おはようございます。きょうも書いていきます。

十数年前にブログが登場して、人々が思い思いの心情を書いて、遠くにいる人が、涙した。やがて世界は近くなって(それは情報量的にも、物理的にも。)、動画で知ることができたり、実際に会うのが容易になった。いまや心情を共有するという行為はあたりまえで、社会全体がお悩み相談室のようになっている。しかしながらちゃんと喋れている人は、ほとんどいない。

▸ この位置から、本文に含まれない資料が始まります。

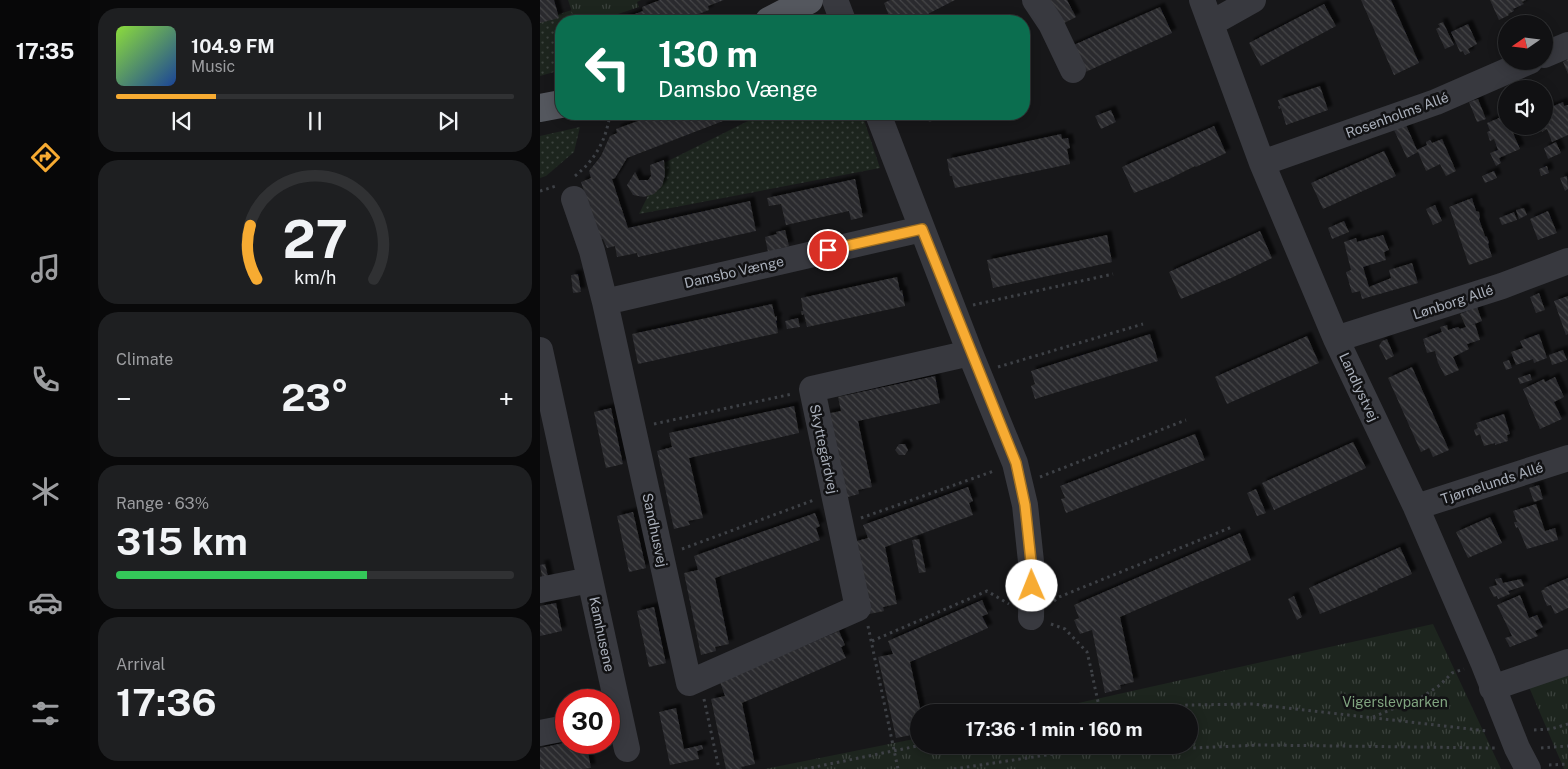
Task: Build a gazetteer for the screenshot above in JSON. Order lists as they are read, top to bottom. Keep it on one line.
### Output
{"streets":{"street":["Rosenholms Allé","Damsbo Vænge","Lønborg Allé","Landlystvej","Skyttegårdvej","Tjørnelunds Allé","Sandhusvej","Kamhusene"]},"crossings":[["Rosenholms Allé","Landlystvej"],["Damsbo Vænge","Sandhusvej"],["Lønborg Allé","Landlystvej"],["Landlystvej","Tjørnelunds Allé"]],"parks":["Vigerslevparken"],"north":"left","page":{"tabs":"17:35","turn":["130 m","Damsbo Vænge"],"song":["104.9 FM","Music"],"tile":["Climate",["Range · 63%","315 km"],["Arrival","17:36"]],"heat":["−","23°","+"],"limit":"30","trip":"17:36 · 1 min · 160 m","gauge":["27","km/h"]}}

たまに演劇を観に行ったりすると、よくわからないけど泣く、ということがある。話の筋が、役者の演技が、というのもあるが、それ以上に、場の雰囲気に呑まれてしまっているのが大きい。人間は空気中を媒介して、心情を伝えることができるのかもしれない。もしくは周囲の人間の心情と共鳴して、自身も似たような気持ちになるのかもしれない。(もらい泣き、というやつだ。)

それが、YouTubeやオフラインコミュニティといった場に、応用されているのだと感じる。なんかよくわからないけど泣く、感動する。あなたのことがわかった気がする。しかし本当にそうなのだろうか。一時的な、薬物依存症の患者を医療用大麻で解放するような、対処療法になっていないか。伝える伝わるといった状況から、最も遠い場所にいると思うのが、今日である。

本来、何かを伝えるや、何かが伝わるという行為・現象は、自分を介して行われるものである。つまり自分自身が思考していなければ機能せず、理解していなければ伝達することはない。言葉に書き表わす、という行為には、考えるという段階と、分かるという段階の2つが含まれている。これが結果として、他人にも自分と同じ体験が伝わる、という現象を引き起こしている。

なんとなく会えば、なんとなく泣ける。その行為を否定はしない。しかしながら、それは互いを前に進めているだろうか。群れになり、直接触れあいながら、心情を共有するだけでよいなら、それは数百万年前と変わらなくないか。

今日も読んでくださってありがとうございました。よい一日をおすごしください。